#### What is required
The whole listing that follows is to be restated word for word, images excluded.

#### Working data
------------------------------------------------

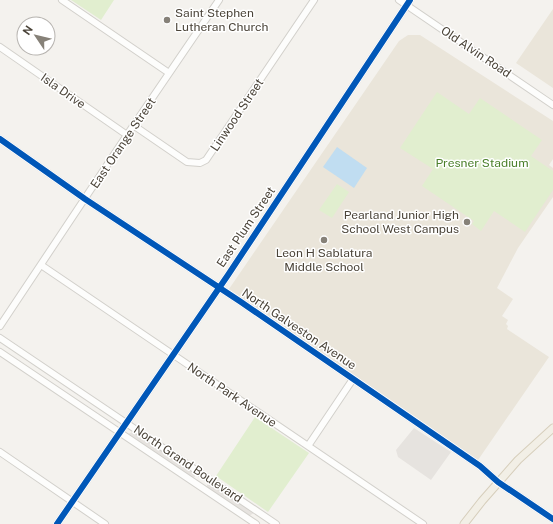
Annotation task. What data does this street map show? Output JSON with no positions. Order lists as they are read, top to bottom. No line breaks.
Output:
{"streets":{"street":["Old Alvin Road","Isla Drive","Linwood Street","East Orange Street","East Plum Street","North Galveston Avenue","North Park Avenue","North Grand Boulevard"]},"crossings":[["Old Alvin Road","East Plum Street"],["Isla Drive","East Orange Street"],["Linwood Street","East Orange Street"],["East Orange Street","North Galveston Avenue"],["East Orange Street","North Park Avenue"],["East Plum Street","North Galveston Avenue"],["East Plum Street","North Park Avenue"],["East Plum Street","North Grand Boulevard"]],"parks":["Presner Stadium"],"places":["Saint Stephen Lutheran Church","Pearland Junior High School West Campus","Leon H Sablatura Middle School"],"north":"top left"}
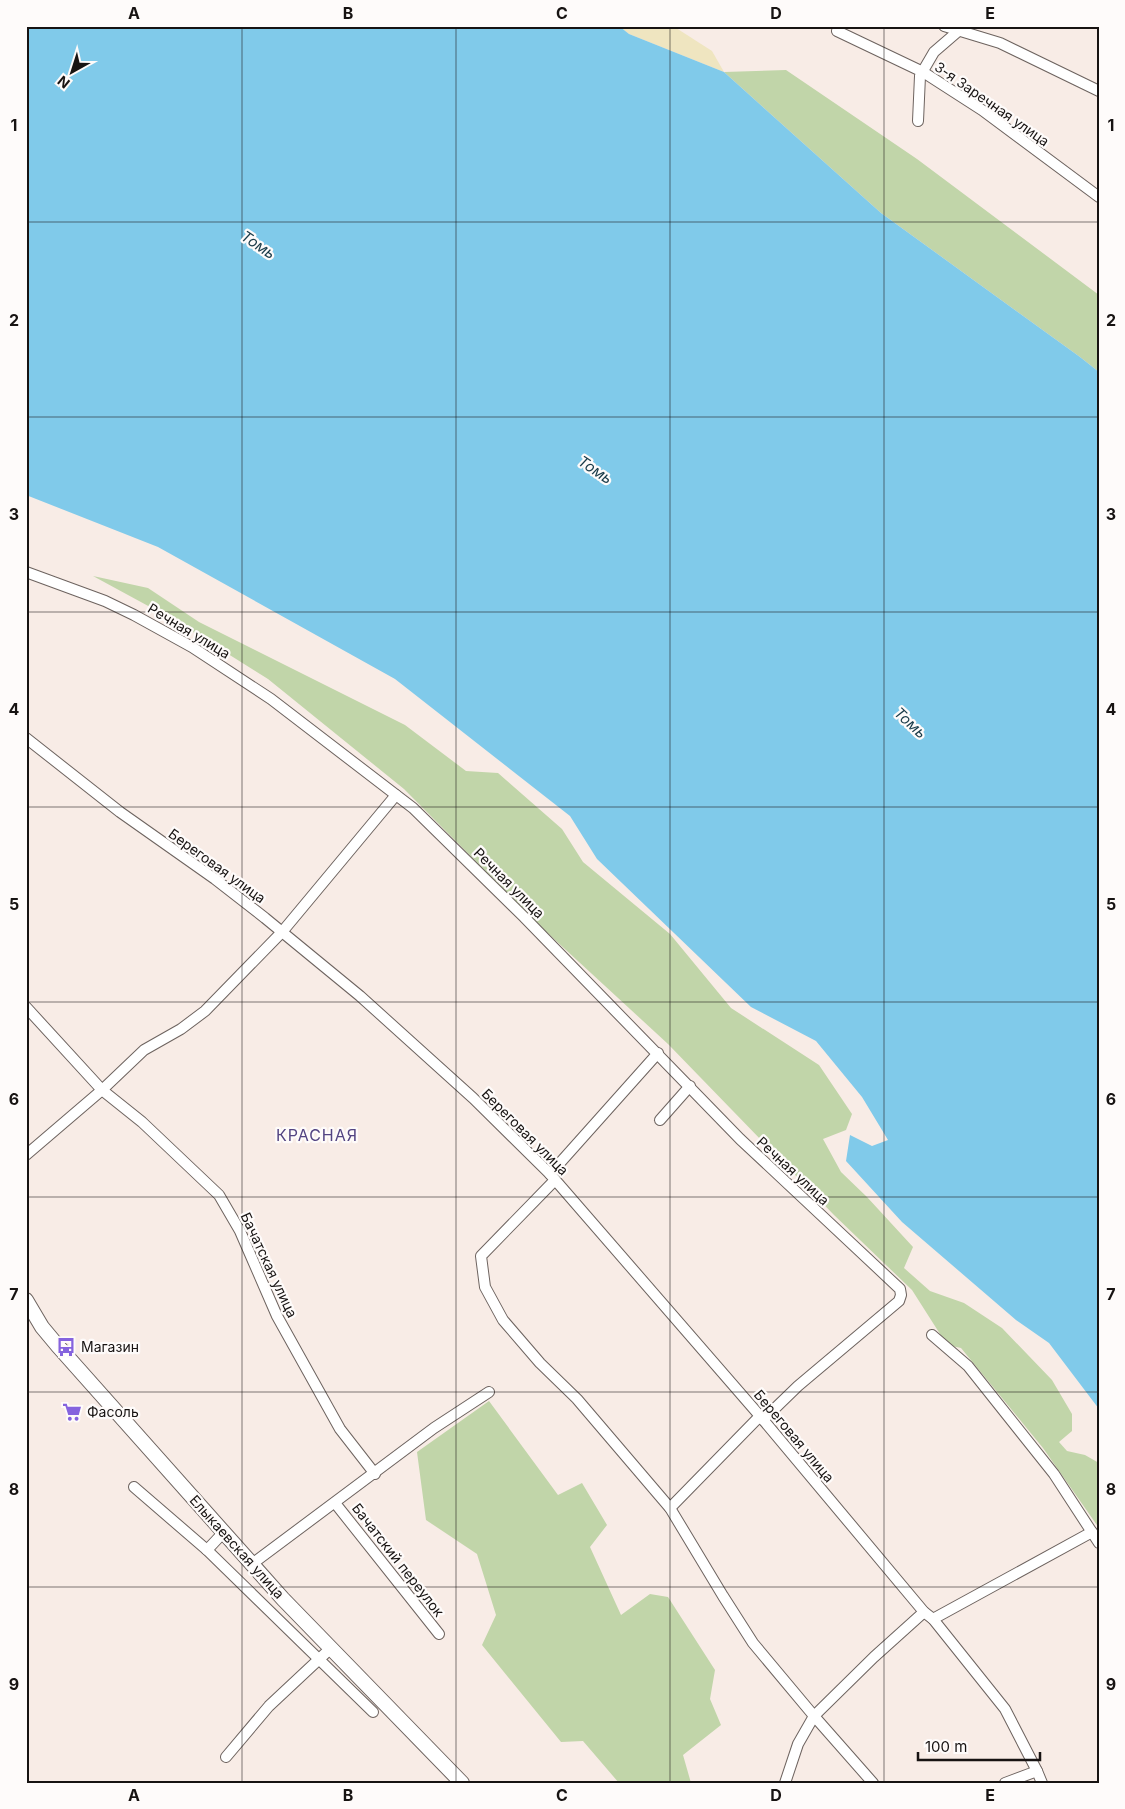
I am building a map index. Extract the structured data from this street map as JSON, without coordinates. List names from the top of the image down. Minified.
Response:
{"streets":{"street":["3-я Заречная улица","Речная улица","Береговая улица","Бачатская улица","Елыкаевская улица","Бачатский переулок"]},"crossings":[["Речная улица","Береговая улица"]],"districts":["КРАСНАЯ"],"water":["Томь"],"places":{"bus stop":["Магазин"],"supermarket":["Фасоль"]},"scale_bar":"100 m","north":"bottom left","grid":{"columns":["A","B","C","D","E"],"rows":["1","2","3","4","5","6","7","8","9"]}}
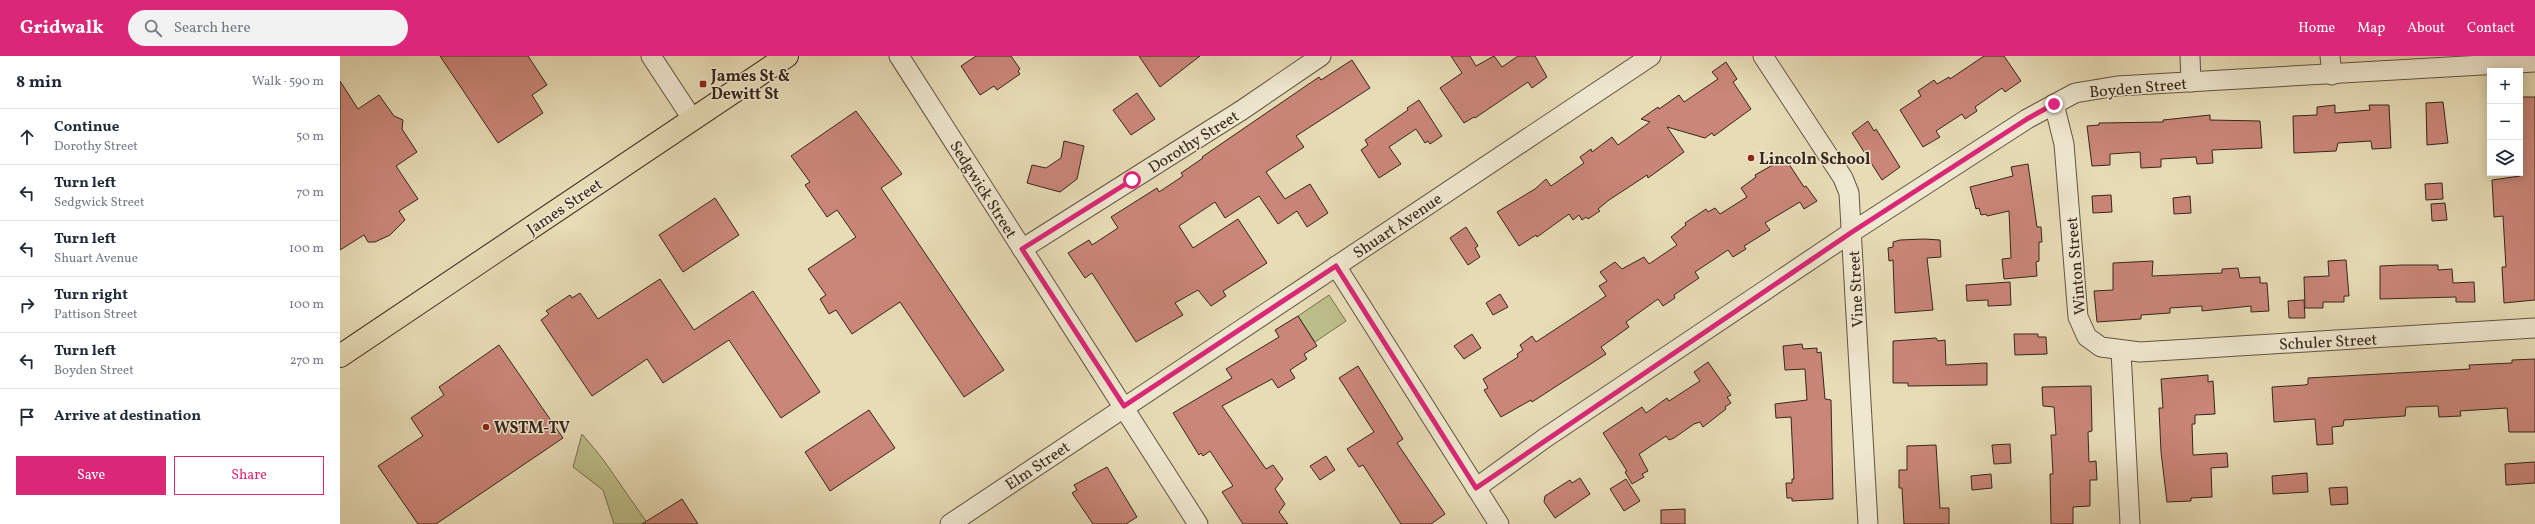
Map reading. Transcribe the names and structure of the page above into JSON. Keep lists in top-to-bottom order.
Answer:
{
  "streets": {
    "main road": ["James Street"],
    "street": [
      "Boyden Street",
      "Dorothy Street",
      "Sedgwick Street",
      "Shuart Avenue",
      "Winton Street",
      "Vine Street",
      "Schuler Street",
      "Elm Street"
    ]
  },
  "crossings": [
    ["Boyden Street", "Winton Street"],
    ["Boyden Street", "Vine Street"],
    ["Dorothy Street", "Sedgwick Street"],
    ["Sedgwick Street", "Shuart Avenue"],
    ["Sedgwick Street", "Elm Street"],
    ["Shuart Avenue", "Elm Street"],
    ["Winton Street", "Schuler Street"]
  ],
  "places": {
    "transit": ["James St & Dewitt St"],
    "other": ["Lincoln School", "WSTM-TV"]
  },
  "page": {
    "header": "Gridwalk",
    "search": "Search here",
    "nav": [
      "Home",
      "Map",
      "About",
      "Contact"
    ],
    "heading": ["8 min", "Walk · 590 m"],
    "map_buttons": ["+", "−"],
    "list": [
      ["Continue", "Dorothy Street", "50 m"],
      ["Turn left", "Sedgwick Street", "70 m"],
      ["Turn left", "Shuart Avenue", "100 m"],
      ["Turn right", "Pattison Street", "100 m"],
      ["Turn left", "Boyden Street", "270 m"],
      "Arrive at destination"
    ],
    "buttons": ["Save", "Share"]
  }
}
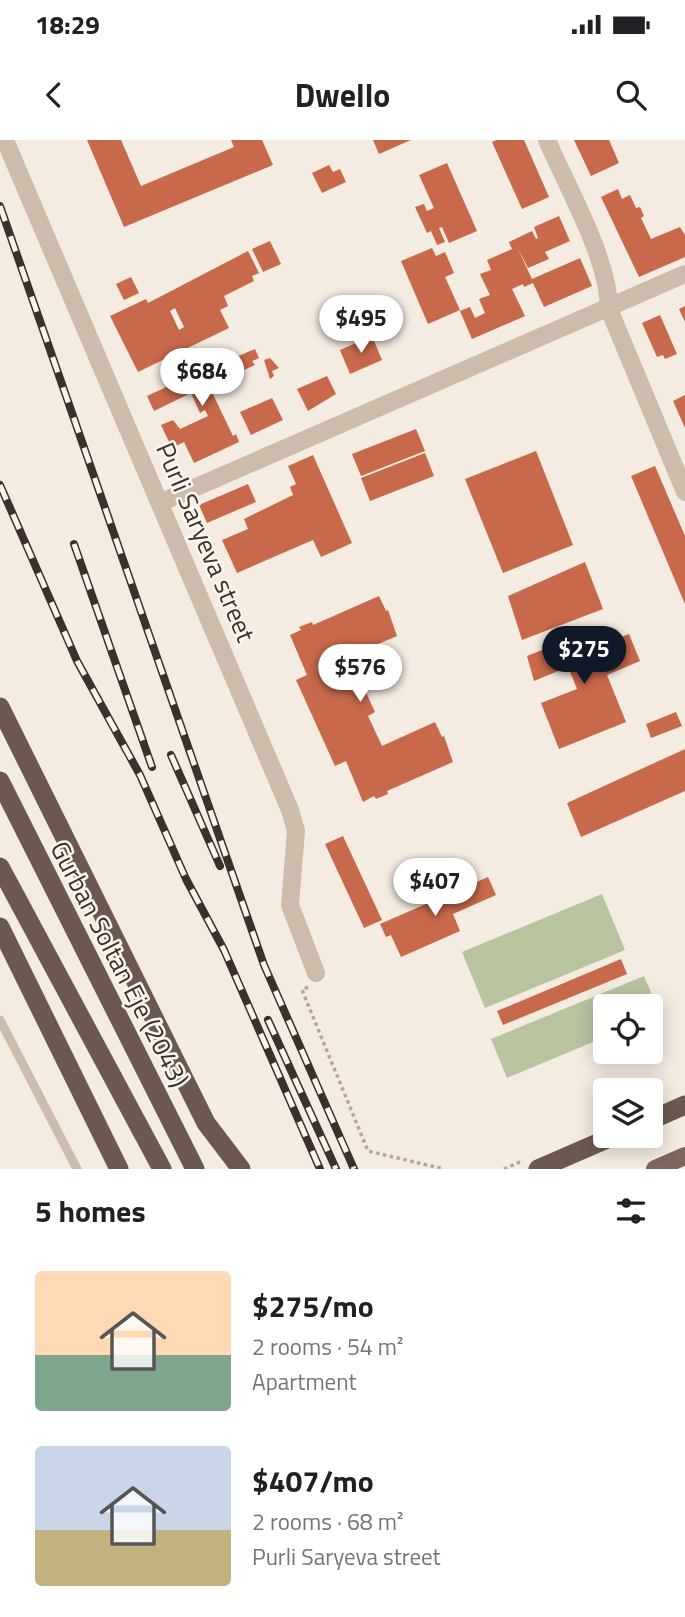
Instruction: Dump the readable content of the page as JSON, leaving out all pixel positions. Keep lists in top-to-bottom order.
{
  "streets": {
    "highway": ["Gurban Soltan Eje (2043)"],
    "street": ["Purli Saryeva street"]
  },
  "page": {
    "status": "18:29",
    "header": "Dwello",
    "price": [
      "$495",
      "$684",
      "$275",
      "$576",
      "$407"
    ],
    "heading": "5 homes",
    "list": [
      {
        "name": "$275/mo",
        "note": "2 rooms · 54 m² · Apartment"
      },
      {
        "name": "$407/mo",
        "note": "2 rooms · 68 m² · Purli Saryeva street"
      }
    ]
  }
}
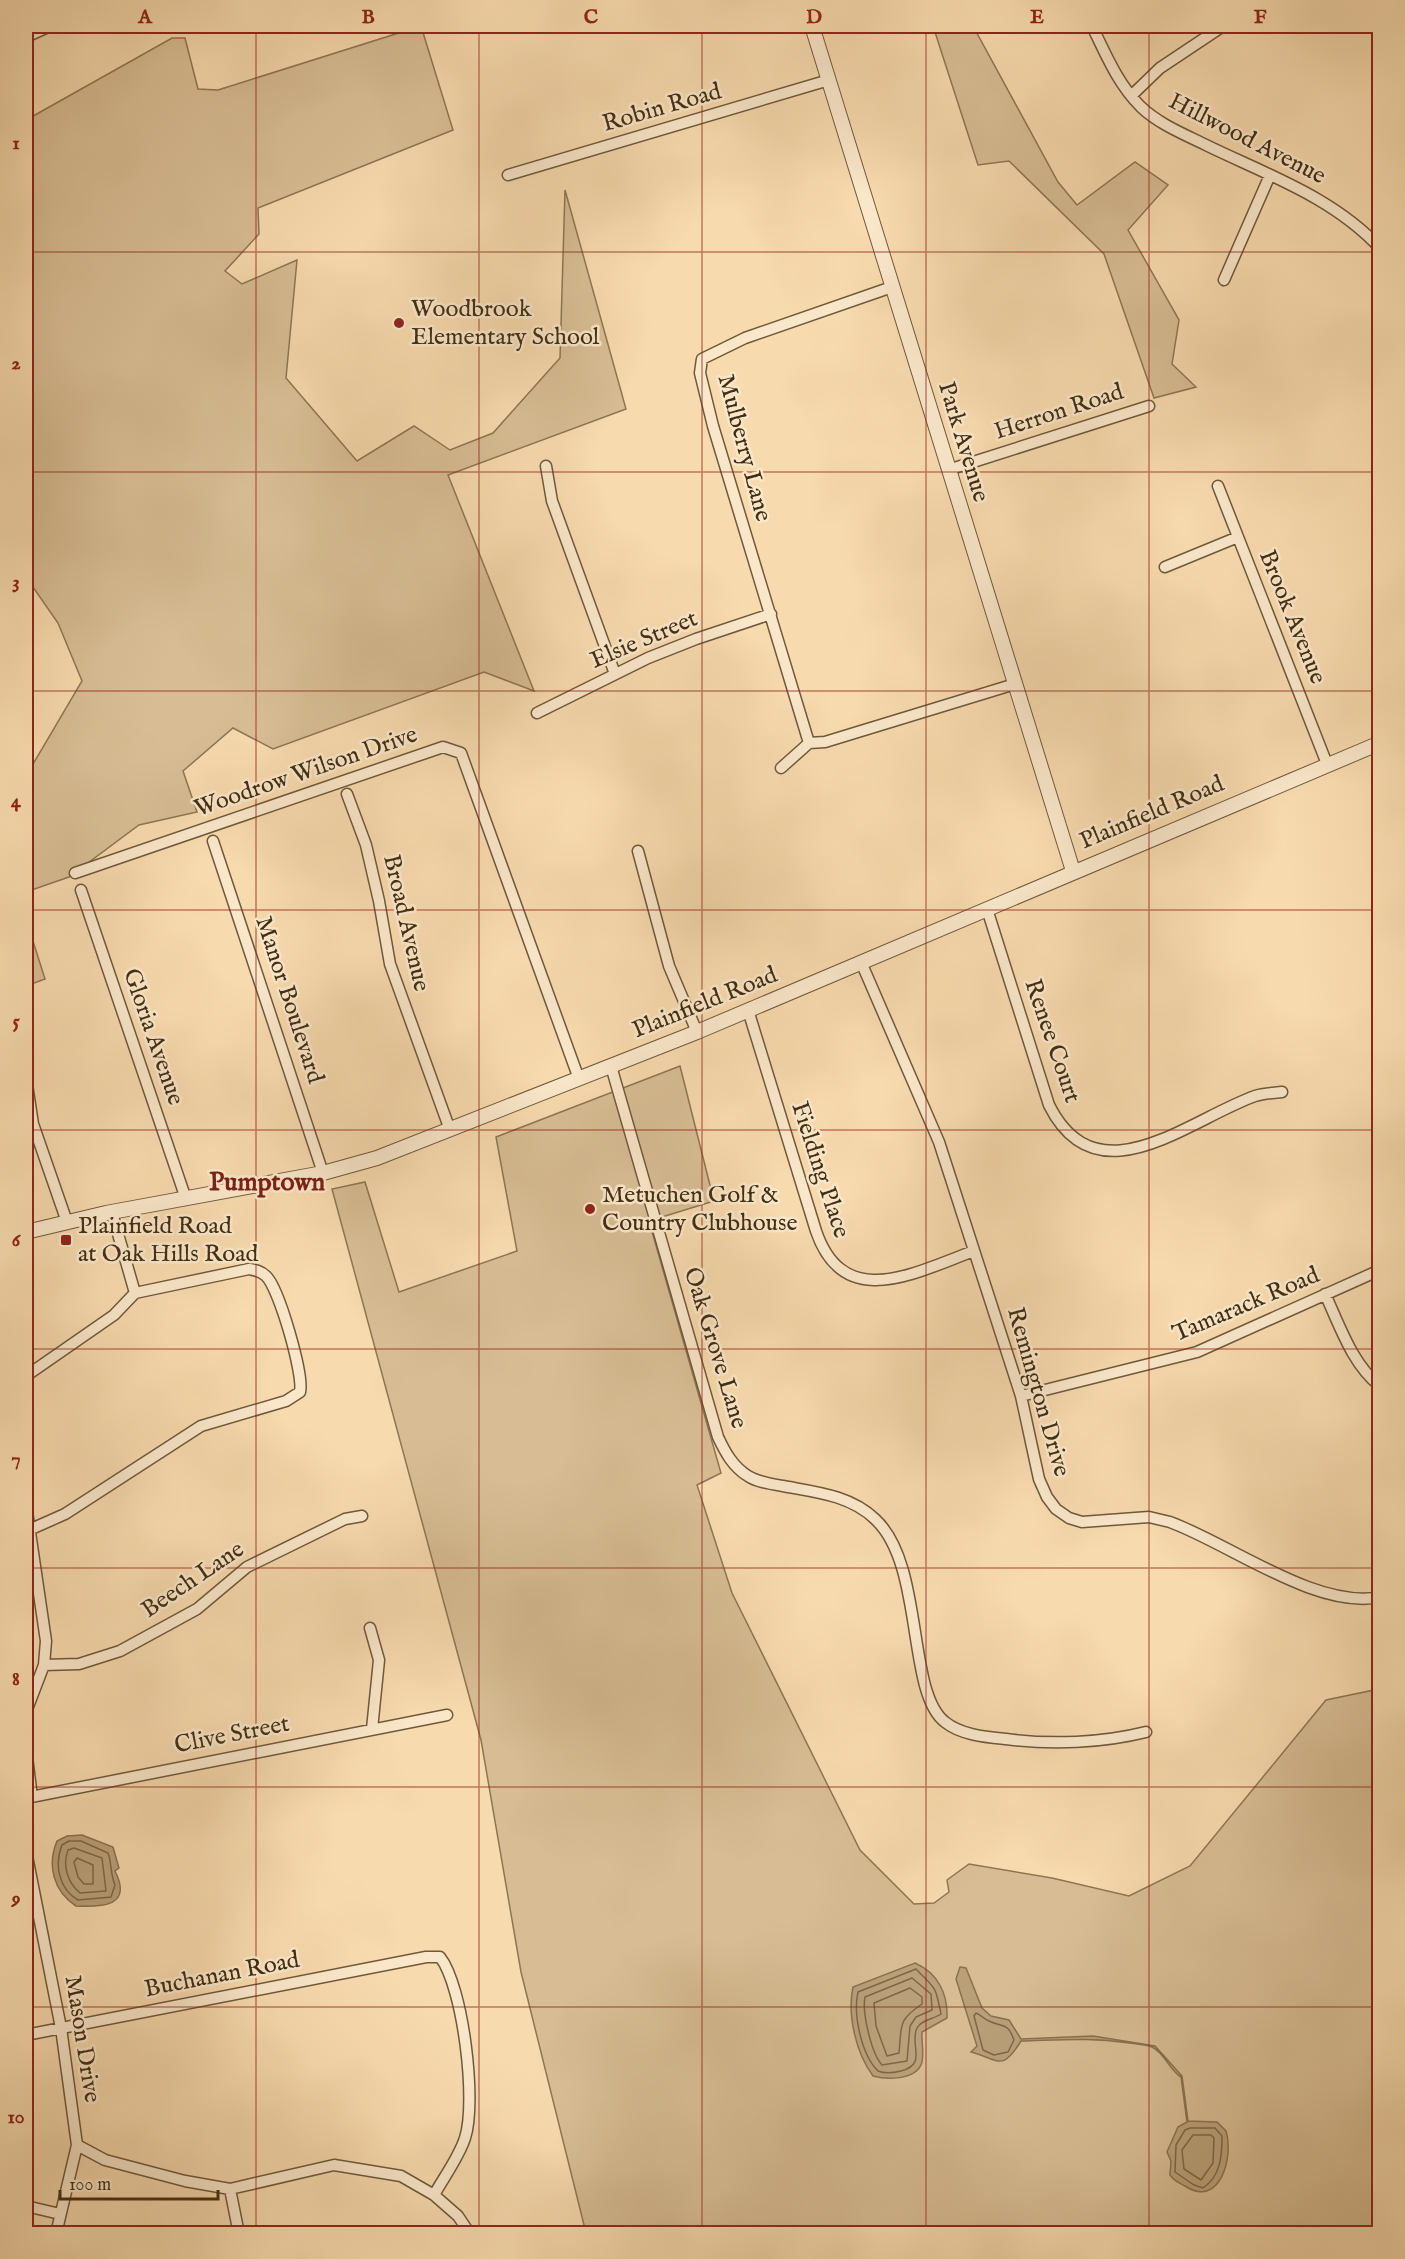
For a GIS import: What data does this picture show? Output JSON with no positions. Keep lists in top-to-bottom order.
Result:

------------------------------------------------

#### Answer for the task
Annotation task. What data does this street map show? Output JSON with no positions. Order lists as they are read, top to bottom. No line breaks.
Output:
{"streets":{"street":["Old Alvin Road","Isla Drive","Linwood Street","East Orange Street","East Plum Street","North Galveston Avenue","North Park Avenue","North Grand Boulevard"]},"crossings":[["Old Alvin Road","East Plum Street"],["Isla Drive","East Orange Street"],["Linwood Street","East Orange Street"],["East Orange Street","North Galveston Avenue"],["East Orange Street","North Park Avenue"],["East Plum Street","North Galveston Avenue"],["East Plum Street","North Park Avenue"],["East Plum Street","North Grand Boulevard"]],"parks":["Presner Stadium"],"places":["Saint Stephen Lutheran Church","Pearland Junior High School West Campus","Leon H Sablatura Middle School"],"north":"top left"}
I am building a map index. Extract the structured data from this street map as JSON, without coordinates. List names from the top of the image down. Minified.
Response:
{"streets":{"street":["3-я Заречная улица","Речная улица","Береговая улица","Бачатская улица","Елыкаевская улица","Бачатский переулок"]},"crossings":[["Речная улица","Береговая улица"]],"districts":["КРАСНАЯ"],"water":["Томь"],"places":{"bus stop":["Магазин"],"supermarket":["Фасоль"]},"scale_bar":"100 m","north":"bottom left","grid":{"columns":["A","B","C","D","E"],"rows":["1","2","3","4","5","6","7","8","9"]}}
Map reading. Transcribe the names and structure of the page above into JSON. Keep lists in top-to-bottom order.
Answer:
{
  "streets": {
    "main road": ["James Street"],
    "street": [
      "Boyden Street",
      "Dorothy Street",
      "Sedgwick Street",
      "Shuart Avenue",
      "Winton Street",
      "Vine Street",
      "Schuler Street",
      "Elm Street"
    ]
  },
  "crossings": [
    ["Boyden Street", "Winton Street"],
    ["Boyden Street", "Vine Street"],
    ["Dorothy Street", "Sedgwick Street"],
    ["Sedgwick Street", "Shuart Avenue"],
    ["Sedgwick Street", "Elm Street"],
    ["Shuart Avenue", "Elm Street"],
    ["Winton Street", "Schuler Street"]
  ],
  "places": {
    "transit": ["James St & Dewitt St"],
    "other": ["Lincoln School", "WSTM-TV"]
  },
  "page": {
    "header": "Gridwalk",
    "search": "Search here",
    "nav": [
      "Home",
      "Map",
      "About",
      "Contact"
    ],
    "heading": ["8 min", "Walk · 590 m"],
    "map_buttons": ["+", "−"],
    "list": [
      ["Continue", "Dorothy Street", "50 m"],
      ["Turn left", "Sedgwick Street", "70 m"],
      ["Turn left", "Shuart Avenue", "100 m"],
      ["Turn right", "Pattison Street", "100 m"],
      ["Turn left", "Boyden Street", "270 m"],
      "Arrive at destination"
    ],
    "buttons": ["Save", "Share"]
  }
}
Instruction: Dump the readable content of the page as JSON, leaving out all pixel positions. Keep lists in top-to-bottom order.
{
  "streets": {
    "highway": ["Gurban Soltan Eje (2043)"],
    "street": ["Purli Saryeva street"]
  },
  "page": {
    "status": "18:29",
    "header": "Dwello",
    "price": [
      "$495",
      "$684",
      "$275",
      "$576",
      "$407"
    ],
    "heading": "5 homes",
    "list": [
      {
        "name": "$275/mo",
        "note": "2 rooms · 54 m² · Apartment"
      },
      {
        "name": "$407/mo",
        "note": "2 rooms · 68 m² · Purli Saryeva street"
      }
    ]
  }
}
For a GIS import: What data does this picture show? Output JSON with no positions. Keep lists in top-to-bottom order.
Result:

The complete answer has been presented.